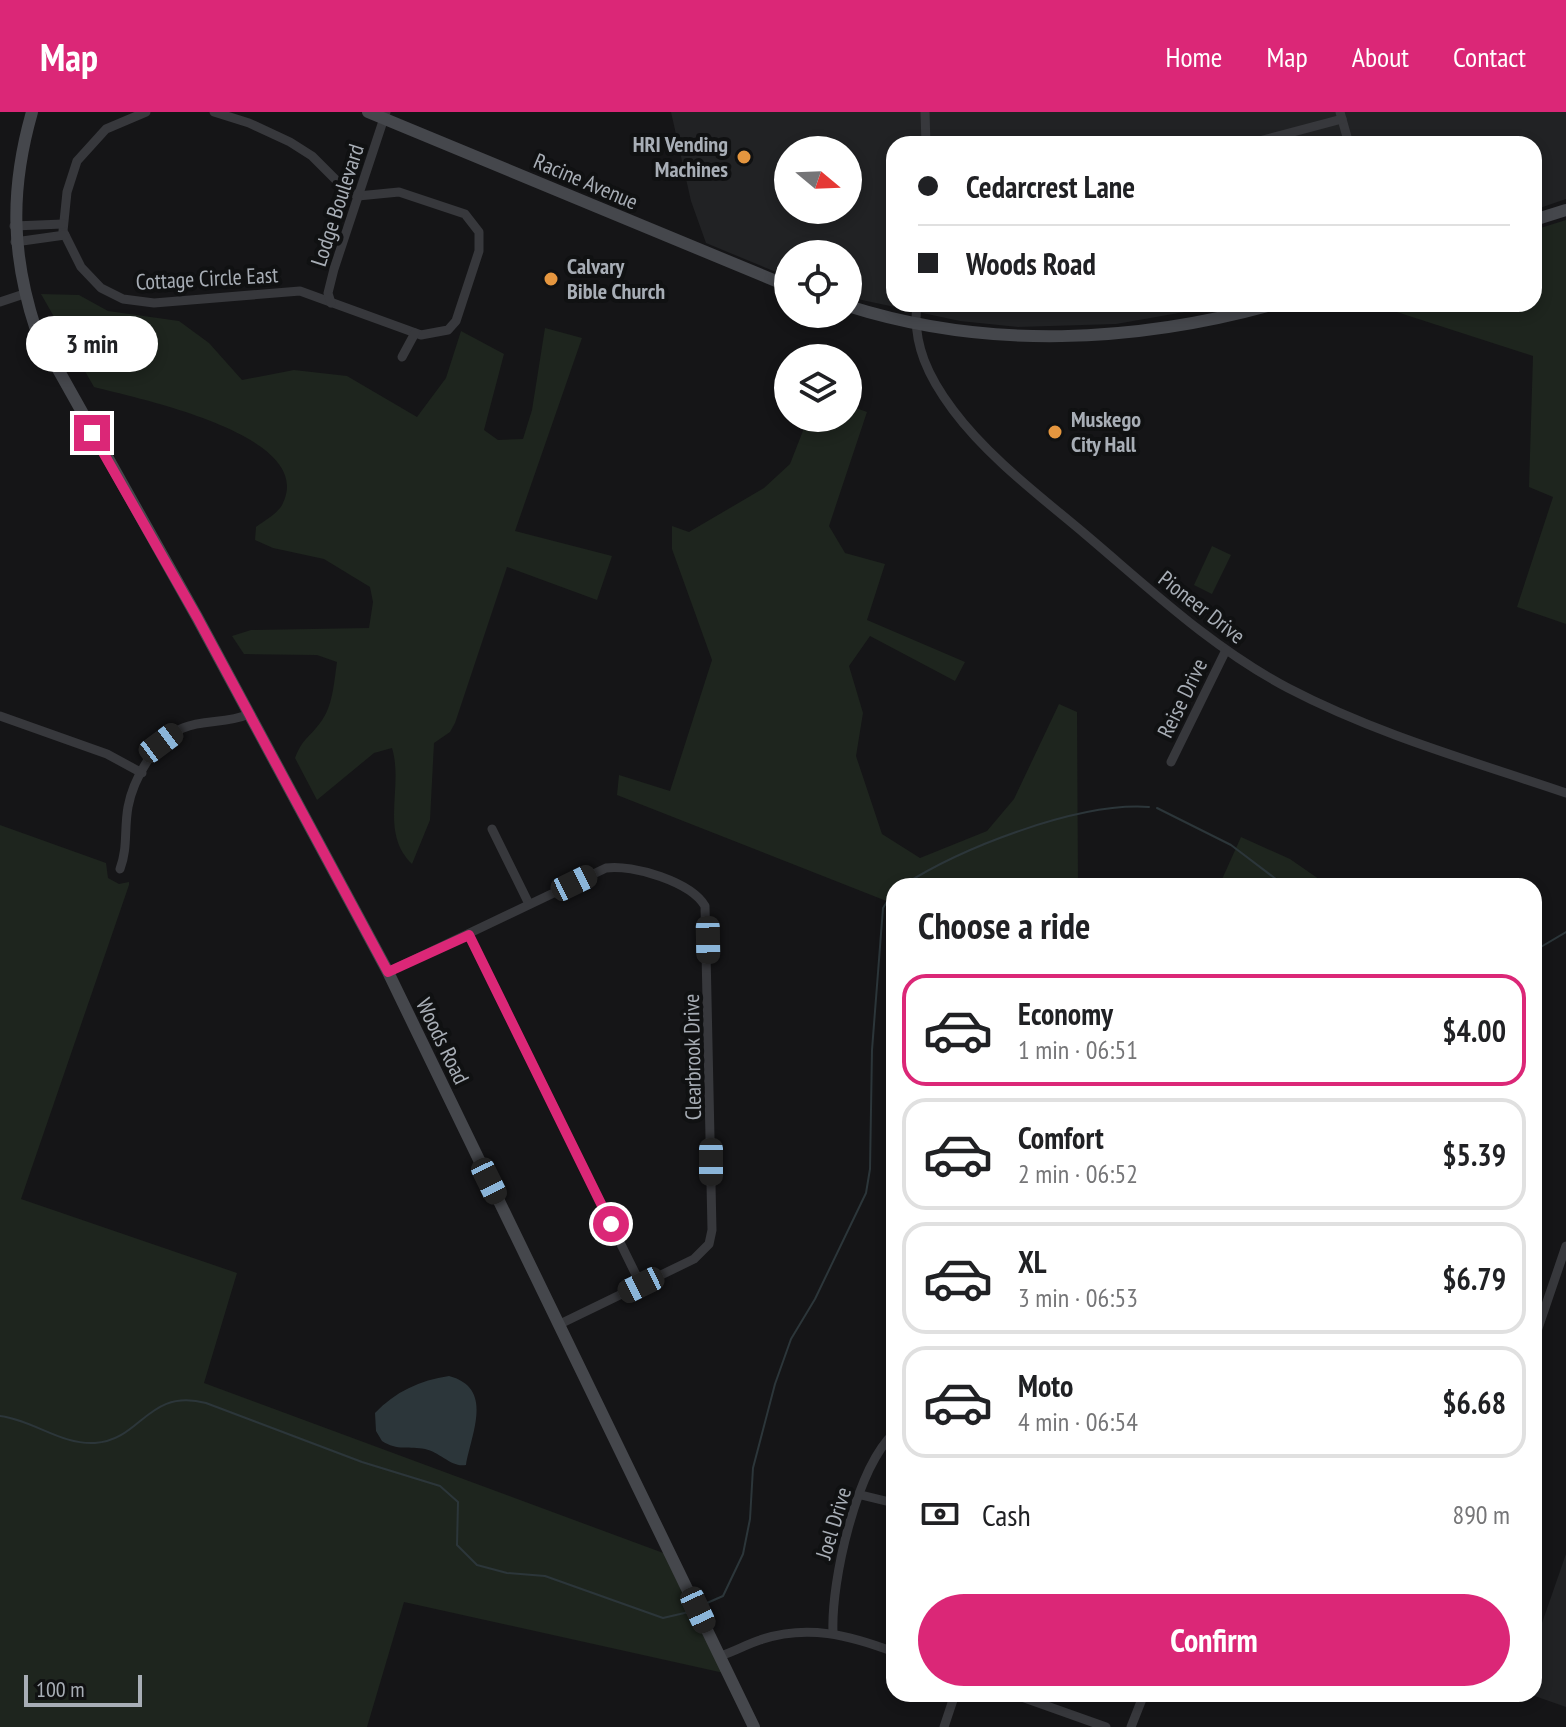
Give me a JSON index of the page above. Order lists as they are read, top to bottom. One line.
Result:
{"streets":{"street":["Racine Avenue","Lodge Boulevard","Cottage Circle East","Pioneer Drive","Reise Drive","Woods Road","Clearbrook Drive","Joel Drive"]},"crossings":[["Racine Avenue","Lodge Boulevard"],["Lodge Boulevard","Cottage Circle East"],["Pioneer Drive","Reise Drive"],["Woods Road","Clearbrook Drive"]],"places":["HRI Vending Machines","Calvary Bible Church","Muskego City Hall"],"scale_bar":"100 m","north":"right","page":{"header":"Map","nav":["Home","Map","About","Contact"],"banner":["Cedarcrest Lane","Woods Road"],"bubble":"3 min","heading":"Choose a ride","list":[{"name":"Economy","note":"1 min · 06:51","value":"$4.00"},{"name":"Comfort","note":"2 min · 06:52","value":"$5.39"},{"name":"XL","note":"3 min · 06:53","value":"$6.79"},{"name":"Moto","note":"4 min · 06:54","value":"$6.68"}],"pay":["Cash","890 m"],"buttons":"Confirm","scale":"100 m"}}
++++++++++++++++++++
ASSIGNMENT: Once the pictures are set aside, repeat the remaining data word for word.

PROBLEM SOLUTION:
Give me a JSON index of the page above. Order lists as they are read, top to bottom. One line.
Result:
{"streets":{"street":["Racine Avenue","Lodge Boulevard","Cottage Circle East","Pioneer Drive","Reise Drive","Woods Road","Clearbrook Drive","Joel Drive"]},"crossings":[["Racine Avenue","Lodge Boulevard"],["Lodge Boulevard","Cottage Circle East"],["Pioneer Drive","Reise Drive"],["Woods Road","Clearbrook Drive"]],"places":["HRI Vending Machines","Calvary Bible Church","Muskego City Hall"],"scale_bar":"100 m","north":"right","page":{"header":"Map","nav":["Home","Map","About","Contact"],"banner":["Cedarcrest Lane","Woods Road"],"bubble":"3 min","heading":"Choose a ride","list":[{"name":"Economy","note":"1 min · 06:51","value":"$4.00"},{"name":"Comfort","note":"2 min · 06:52","value":"$5.39"},{"name":"XL","note":"3 min · 06:53","value":"$6.79"},{"name":"Moto","note":"4 min · 06:54","value":"$6.68"}],"pay":["Cash","890 m"],"buttons":"Confirm","scale":"100 m"}}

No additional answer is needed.